A la luz de lo anterior, se verá claramente que la presión soviética contra las instituciones libres del mundo occidental es algo que puede contenerse a través de la adecuada y vigilante aplicación de una contrafuerza en una serie de puntos geográficos y políticos en constante cambio, correlativos a los cambios y maniobras de la política soviética, pero a los cuales no se puede negar ni prescindir de ellos. Los rusos esperan un duelo de infinita duración y ven que ya han cosechado grandes éxitos. Debe recordarse que hubo una época en que el Partido Comunista representaba a un grupo mucho más minoritario en la esfera de la vida nacional rusa de lo que el poder soviético hoy en día representa en la comunidad mundial.
            Pero si la ideología convence a los gobernantes rusos de que la verdad está de su lado y de que, en consecuencia, pueden permitirse esperar, aquellos de nosotros para los que dicha ideología no tiene ninguna validez somos libres de examinar objetivamente la validez de dicha premisa. La tesis soviética no sólo implica una completa falta de control, por parte de Occidente, sobre su propio destino económico; igualmente da por sentada la unidad, la disciplina y la paciencia rusas a lo largo de un período infinito.

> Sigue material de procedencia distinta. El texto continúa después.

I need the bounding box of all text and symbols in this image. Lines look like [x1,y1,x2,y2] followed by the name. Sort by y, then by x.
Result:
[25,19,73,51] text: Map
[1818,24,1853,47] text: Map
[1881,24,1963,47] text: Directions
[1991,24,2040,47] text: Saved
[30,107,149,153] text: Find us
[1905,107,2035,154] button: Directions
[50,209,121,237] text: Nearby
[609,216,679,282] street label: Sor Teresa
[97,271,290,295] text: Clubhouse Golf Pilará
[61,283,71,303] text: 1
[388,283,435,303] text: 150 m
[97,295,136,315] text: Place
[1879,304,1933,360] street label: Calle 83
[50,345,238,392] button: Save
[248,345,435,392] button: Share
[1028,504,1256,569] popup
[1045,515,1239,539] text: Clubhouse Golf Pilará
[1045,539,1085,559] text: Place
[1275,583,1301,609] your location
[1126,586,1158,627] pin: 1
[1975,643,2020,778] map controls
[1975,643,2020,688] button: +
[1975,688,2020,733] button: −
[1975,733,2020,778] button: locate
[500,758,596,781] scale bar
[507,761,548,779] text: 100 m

Bajemos a la tierra esta visión apocalíptica y supongamos que el mundo occidental encuentra la fuerza y los recursos para contener el poder soviético durante un período de diez o quince años. ¿Qué significa esto para la misma Rusia?
            Los líderes soviéticos, aprovechándose de las contribuciones de la técnica moderna a las artes del despotismo, han resuelto el problema de la obediencia dentro de los confines de su poder. Pocos desafían su autoridad e inclusive aquellos que lo hacen son incapaces de lograr que dicho desafío prevalezca sobre los órganos de supresión del estado.

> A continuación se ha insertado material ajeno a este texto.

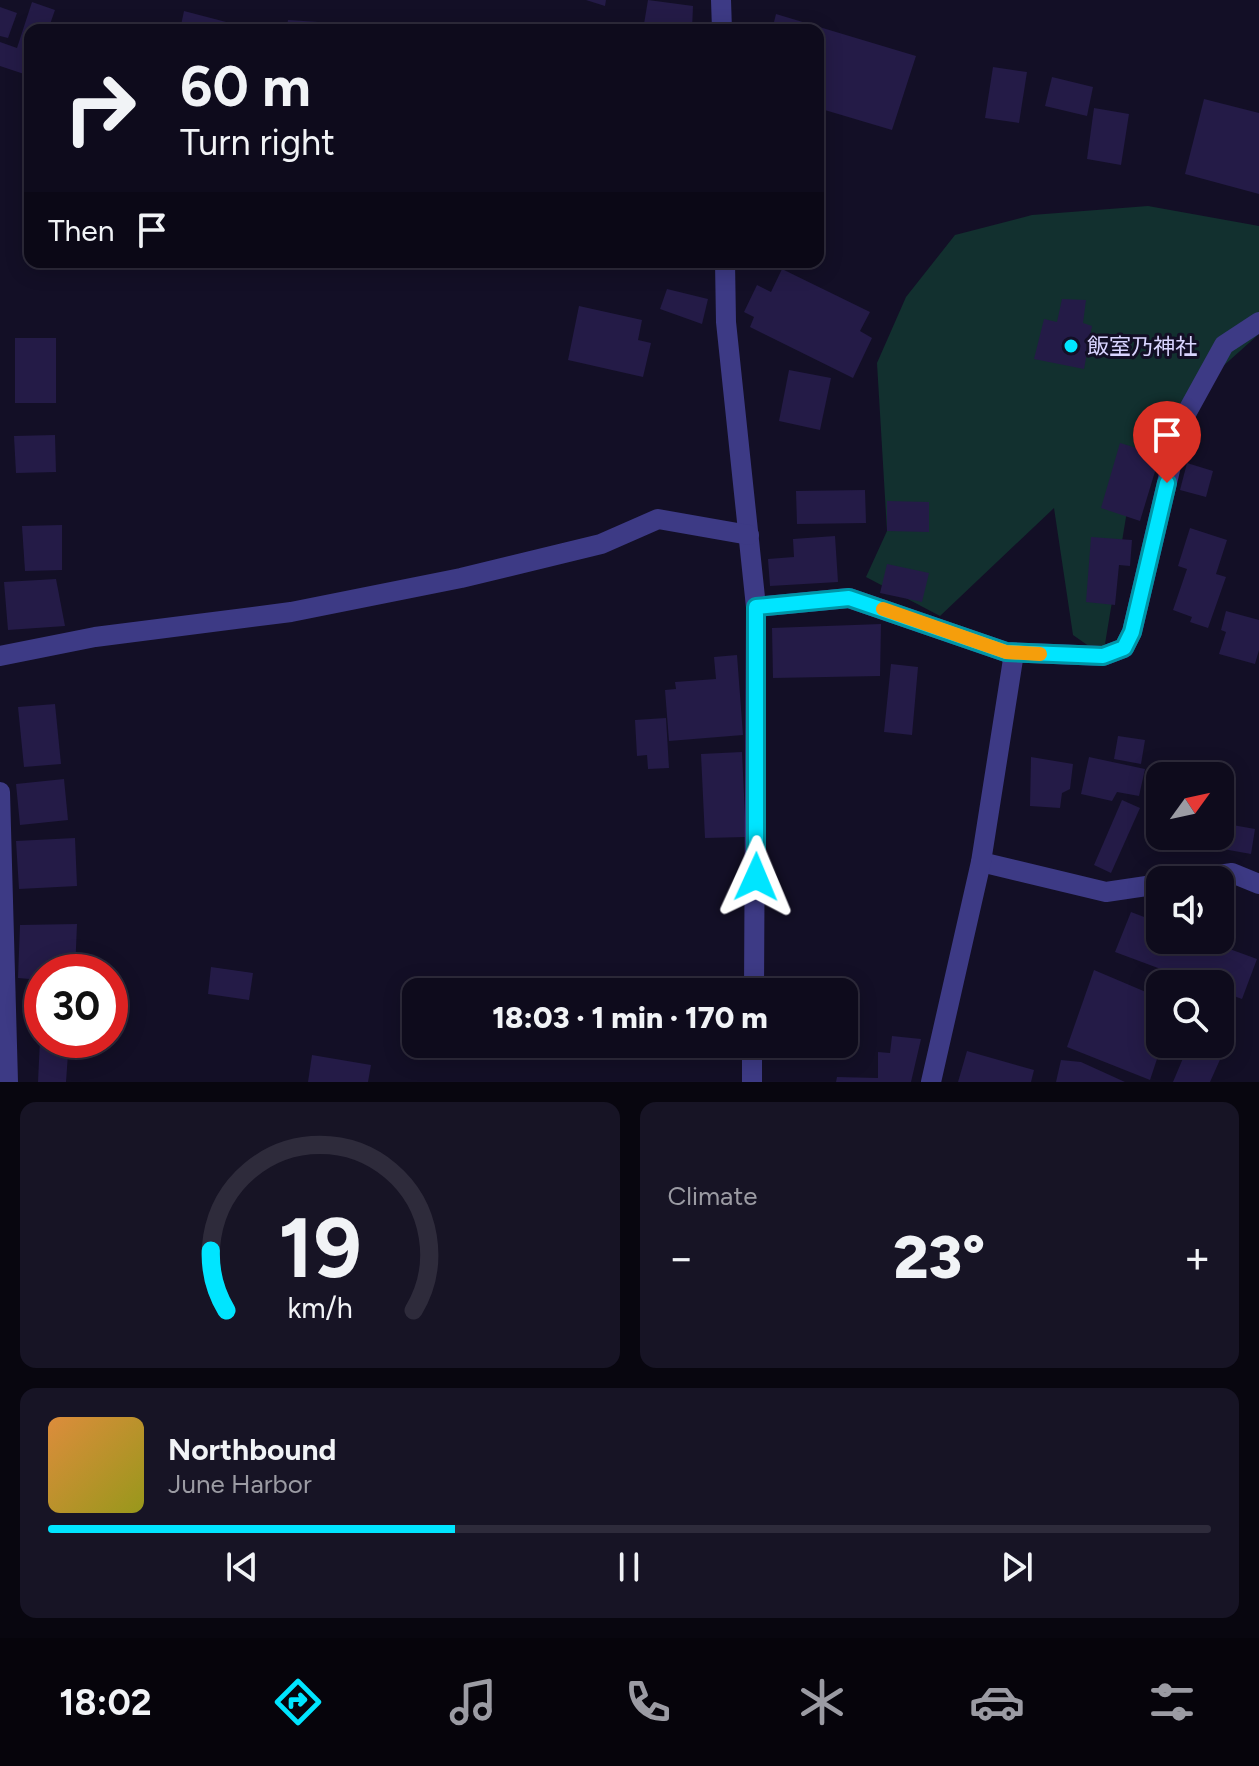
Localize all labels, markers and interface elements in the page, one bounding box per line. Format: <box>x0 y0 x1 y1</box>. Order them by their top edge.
text: 60 m <box>180 53 311 120</box>
icon: right <box>48 56 152 160</box>
text: Turn right <box>180 121 335 164</box>
icon: arrive <box>130 208 174 252</box>
text: Then <box>48 212 114 249</box>
place label: 飯室乃神社 <box>1087 333 1197 360</box>
marker: 飯室乃神社 <box>1062 337 1080 355</box>
pin <box>1133 401 1201 483</box>
icon: arrive <box>1145 413 1189 457</box>
north arrow <box>1146 762 1234 850</box>
map controls <box>1146 762 1234 1058</box>
position arrow <box>714 835 798 919</box>
button: sound <box>1146 866 1234 954</box>
speed limit sign: 30 <box>24 954 128 1058</box>
button: search <box>1146 970 1234 1058</box>
text: 18:03 · 1 min · 170 m <box>492 999 768 1036</box>
text: Climate <box>668 1180 757 1212</box>
text: 19 <box>278 1198 361 1298</box>
text: 23° <box>893 1221 985 1293</box>
text: − <box>668 1231 695 1284</box>
text: + <box>1184 1231 1211 1284</box>
text: km/h <box>287 1291 352 1325</box>
text: Northbound <box>168 1431 336 1468</box>
text: June Harbor <box>168 1468 312 1500</box>
icon: previous <box>220 1545 264 1589</box>
icon: pause <box>607 1545 651 1589</box>
icon: next <box>995 1545 1039 1589</box>
icon: directions <box>270 1674 326 1730</box>
icon: music <box>445 1674 501 1730</box>
icon: phone <box>620 1674 676 1730</box>
icon: climate <box>794 1674 850 1730</box>
icon: car <box>969 1674 1025 1730</box>
icon: filters <box>1144 1674 1200 1730</box>
text: 18:02 <box>59 1681 152 1724</box>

            El Kremlin también ha demostrado ser capaz de cumplir con su propósito de construir en Rusia, al margen de los intereses de los habitantes, una base industrial de metalurgia pesada, la cual, sin duda, todavía no está completa pero que, sin embargo, sigue creciendo y está acercándose a la de los otros grandes países industriales. Todo esto, sin embargo, tanto el mantenimiento de la seguridad política interna como la construcción de la industria pesada, se ha llevado adelante a un costo terrible en vidas humanas y en esperanzas y energías también humanas. Ha necesitado utilizar una cantidad sin precedentes, en el mundo moderno y en condiciones de paz, de mano de obra forzada. Ha implicado el descuido o el abuso de otros aspectos de la vida económica soviética, especialmente la agricultura, la producción de bienes de consumo, la vivienda y el transporte.

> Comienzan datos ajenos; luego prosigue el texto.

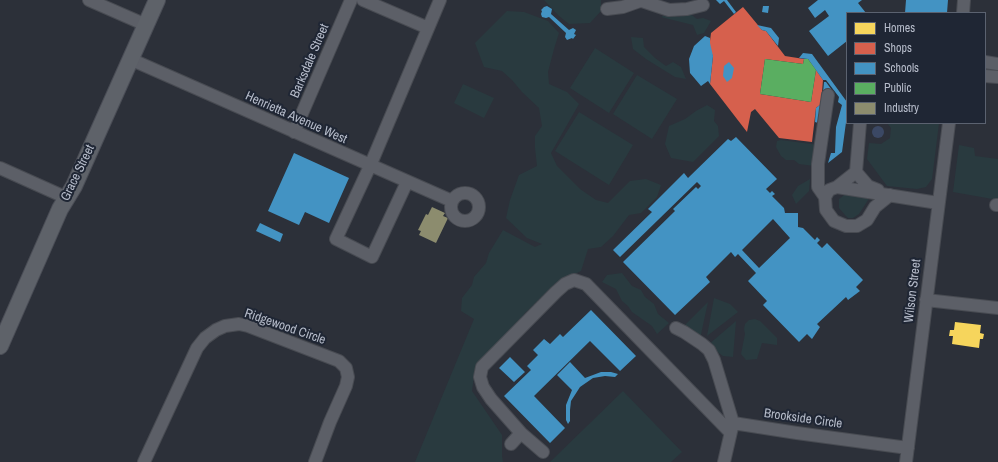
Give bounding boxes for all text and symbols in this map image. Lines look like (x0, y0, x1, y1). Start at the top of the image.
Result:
legend (846, 12, 986, 124)
text: Homes (884, 20, 915, 36)
street label: Barksdale Street (287, 22, 333, 100)
text: Shops (884, 40, 912, 56)
text: Schools (884, 60, 919, 76)
text: Public (884, 80, 911, 96)
street label: Henrietta Avenue West (243, 89, 349, 147)
text: Industry (884, 100, 919, 116)
street label: Grace Street (58, 142, 98, 204)
street label: Wilson Street (901, 258, 925, 324)
street label: Ridgewood Circle (242, 306, 328, 348)
street label: Brookside Circle (763, 406, 843, 432)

            A todo esto, la guerra ha sumado su tremendo tributo de destrucción, muerte y agotamiento humano. Como consecuencia de esto, hoy en día tenemos en Rusia una población que está cansada física y espiritualmente. La masa del pueblo está desilusionada, es escéptica y ya no es accesible, como una vez lo fuera, a la atracción mágica que el poder soviético sigue irradiando para sus seguidores extranjeros. La avidez con la cual la gente se aferró al pequeño respiro acordado a la Iglesia, por motivos tácticos, durante la guerra, fue un testimonio elocuente del hecho de que su capacidad para la fe y la devoción encontraba muy pocas posibilidades de expresión en los objetivos del régimen.
            En tales circunstancias, hay límites para la resistencia física y nerviosa del pueblo mismo. Estos límites son absolutos y determinantes, inclusive para la más cruel de las dictaduras, porque no se puede llevar al pueblo más allá de ellos. Los campos de trabajos forzados y los otros recursos de constricción, suministran medios temporarios para forzar a la gente a trabajar más horas de lo que su voluntad o la mera presión económica las obligarían a trabajar; pero si las personas logran sobrevivir a ellos, envejecen antes de tiempo y deben considerarse como pérdidas humanas para las necesidades de la dictadura. En cualquiera de los casos, sus mejores capacidades dejan de estar a disposición de la sociedad y no se los puede seguir enrolando en el servicio del Estado.
            Aquí, sólo la generación más joven puede ayudar. La generación joven, a pesar de todas las vicisitudes y los sufrimientos, es numerosa y vigorosa, y los rusos son un pueblo con talento. Pero todavía queda por verse cuáles serán los efectos en el desempeño, durante la madurez, de las anormales tensiones emocionales de la infancia que la dictadura soviética creó y que se vieron enormemente aumentadas por la guerra. Cosas tales como la seguridad normal y la placidez del entorno hogareño prácticamente han dejado de existir en la Unión Soviética, excepto en el caso de los pueblos y las granjas más remotas. Y los observadores todavía no están seguros de que esto no deje su marca en la capacidad general de la generación que ahora entra en la madurez.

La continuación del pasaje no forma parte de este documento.